▸ **Exercise prompt**
Skip every picture while you write out the records below, from the first line through the one that contains "trace(green, '#6a6a6a', 1);", both ends kept.

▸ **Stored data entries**
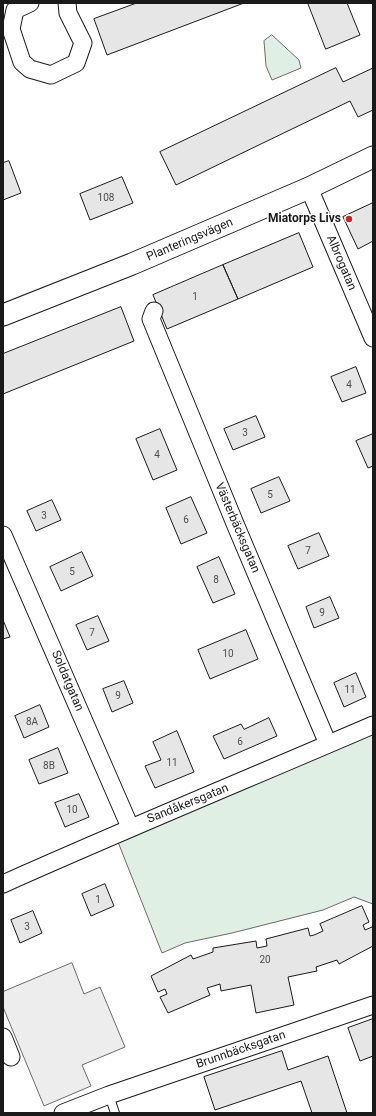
<!DOCTYPE html>
<meta charset="utf-8">
<style>
body{margin:0}
#map{position:relative;width:376px;height:1116px;overflow:hidden;background:#fff;font-family:Roboto,sans-serif}
canvas{display:block}
.frame{position:absolute;inset:0;border:4px solid #1a1a1a;pointer-events:none}
</style>
<div id="map">
<canvas width="376" height="1116"></canvas>
<div class="frame"></div>
</div>
<script>
const c = document.querySelector('canvas').getContext('2d');
c.lineJoin = 'round';
function fillPath(path, color) { c.fillStyle = color; c.fill(path, 'evenodd'); }
function trace(path, color, width, dash) { c.strokeStyle = color; c.lineWidth = width; c.lineCap = dash ? 'butt' : 'round'; c.setLineDash(dash || []); c.stroke(path); }
function label(font, color, halo, rows, align = 'center') {
  c.font = font + ' Roboto,sans-serif'; c.lineWidth = 3; c.setLineDash([]); c.textBaseline = 'middle'; c.strokeStyle = halo; c.fillStyle = color; for (const [text, x, y, turn = 0] of rows) {
    c.save(); c.translate(x, y); c.rotate((+turn || 0) * Math.PI / 180); c.textAlign = isNaN(turn) ? turn : align; if (halo) c.strokeText(text, 0, 0); c.fillText(text, 0, 0); c.restore();
  }
}
const green = new Path2D(`
 M272,35L299,60L301,68L272,80L266,66L264,41Z
 M373,732V904L354,897L323,910L232,933L185,943L162,953L118,842Z`);
fillPath(green, '#e0efe3');
trace(green, '#6a6a6a', 1);
const parking = new Path2D(`
 M72,963L84,994L100,987L125,1047L82,1065L91,1086L44,1106L3,1007V992Z`);
fillPath(parking, '#ededed');
trace(parking, '#6a6a6a', 1);
const building = new Path2D(`
 M137,3H244L107,55L94,19Z
 M308,3H347L360,35L326,49Z
 M336,68L343,82L373,68V110L358,117L350,101L176,185L160,152Z
 M9,161L21,193L3,200V163Z
 M122,177L133,203L90,220L80,194Z
 M373,203V241L358,249L343,217Z
 M299,233L313,267L238,299L223,265Z
 M223,265L238,299L167,329L153,295Z
 M121,307L134,341L3,394V354Z
 M356,367L366,393L342,402L331,377Z
 M256,416L265,437L233,450L224,429Z
 M160,429L177,470L153,480L136,439Z
 M373,434V466L368,468L356,441Z
 M279,477L290,501L261,513L251,489Z
 M191,497L207,533L181,544L166,508Z
 M52,500L61,520L36,531L27,511Z
 M319,533L329,556L298,569L288,546Z
 M82,552L93,576L61,591L50,567Z
 M219,557L235,594L213,603L197,567Z
 M330,597L339,618L314,628L306,607Z
 M98,616L109,641L87,650L76,625Z
 M3,620L10,637L3,639Z
 M246,630L258,659L210,679L198,650Z
 M356,673L366,697L344,707L334,683Z
 M124,681L133,703L112,712L103,689Z
 M40,705L49,727L24,738L15,716Z
 M269,718L277,736L224,759L213,736L241,724L244,729Z
 M177,731L194,772L155,788L145,766L161,760L153,742Z
 M58,748L68,773L39,784L29,760Z
 M79,794L89,817L65,827L55,803Z
 M105,884L114,906L91,916L82,894Z
 M362,906L369,922L363,925L365,930L372,927L373,930V946L339,964L337,960L316,967L317,971L288,977L294,1005L256,1013L251,985L221,991L220,984L207,988L210,995L168,1013L160,997L167,994L165,989L158,992L151,976L191,955L193,959L213,952V948L256,941L257,948L267,946L266,939L308,928L310,936L314,935L323,931L320,924Z
 M33,911L42,933L20,943L11,920Z
 M373,1019V1056L360,1061L348,1028Z
 M282,1051L288,1070L328,1056L347,1113H312L301,1081L215,1110L204,1077Z`);
fillPath(building, '#e6e6e6');
trace(building, '#1a1a1a', 1);
const service = new Path2D(`
 M109,1095L115,1113`);
const minor = new Path2D(`
 M30,3L15,10L11,29L22,62L30,69L51,75L76,63L83,43L68,13L67,3
 M309,188L373,338
 M154,311L151,319L236,526L328,744
 M3,535L130,827
 M3,884C126,829 250,778 373,725
 M3,1037L11,1057
 M63,1113L109,1095L373,1005`);
const tertiary = new Path2D(`
 M3,315L132,264L309,188L373,157`);
trace(service, '#1a1a1a', 10);
trace(minor, '#1a1a1a', 19);
trace(tertiary, '#1a1a1a', 23);
trace(service, '#fff', 8);
trace(minor, '#fff', 17);
trace(tertiary, '#fff', 21);
for (const [x, y, r, color] of [
 [349,219,4,"#c62828"]
]) { const dot = new Path2D(); dot.arc(x, y, r, 0, 2 * Math.PI); c.fillStyle = color; c.fill(dot); trace(dot, '#fff', 1.5); }
label('10px', '#4d4d4d', null, [
 ["108",106,198],
 ["1",195,297],
 ["4",349,385],
 ["3",245,433],
 ["4",157,455],
 ["5",270,495],
 ["3",44,516],
 ["6",186,520],
 ["7",308,551],
 ["5",72,572],
 ["8",216,580],
 ["9",322,613],
 ["7",92,633],
 ["10",228,654],
 ["11",350,690],
 ["9",118,696],
 ["8A",32,722],
 ["6",240,742],
 ["11",172,763],
 ["8B",49,766],
 ["10",72,810],
 ["1",98,900],
 ["3",27,927],
 ["20",265,960]
]);
label('bold 12px', '#1a1a1a', '#fff', [
 ["Miatorps Livs",341,219]
], 'right');
label('12px', '#1a1a1a', '#fff', [
 ["Planteringsvägen",190,240,-23],
 ["Albrogatan",341,263,67],
 ["Västerbäcksgatan",237,528,67],
 ["Soldatgatan",67,681,67],
 ["Sandåkersgatan",188,804,-22],
 ["Brunnbäcksgatan",241,1050,-19]
]);
</script>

▸ **Task answer**
<!DOCTYPE html>
<meta charset="utf-8">
<style>
body{margin:0}
#map{position:relative;width:376px;height:1116px;overflow:hidden;background:#fff;font-family:Roboto,sans-serif}
canvas{display:block}
.frame{position:absolute;inset:0;border:4px solid #1a1a1a;pointer-events:none}
</style>
<div id="map">
<canvas width="376" height="1116"></canvas>
<div class="frame"></div>
</div>
<script>
const c = document.querySelector('canvas').getContext('2d');
c.lineJoin = 'round';
function fillPath(path, color) { c.fillStyle = color; c.fill(path, 'evenodd'); }
function trace(path, color, width, dash) { c.strokeStyle = color; c.lineWidth = width; c.lineCap = dash ? 'butt' : 'round'; c.setLineDash(dash || []); c.stroke(path); }
function label(font, color, halo, rows, align = 'center') {
  c.font = font + ' Roboto,sans-serif'; c.lineWidth = 3; c.setLineDash([]); c.textBaseline = 'middle'; c.strokeStyle = halo; c.fillStyle = color; for (const [text, x, y, turn = 0] of rows) {
    c.save(); c.translate(x, y); c.rotate((+turn || 0) * Math.PI / 180); c.textAlign = isNaN(turn) ? turn : align; if (halo) c.strokeText(text, 0, 0); c.fillText(text, 0, 0); c.restore();
  }
}
const green = new Path2D(`
 M272,35L299,60L301,68L272,80L266,66L264,41Z
 M373,732V904L354,897L323,910L232,933L185,943L162,953L118,842Z`);
fillPath(green, '#e0efe3');
trace(green, '#6a6a6a', 1);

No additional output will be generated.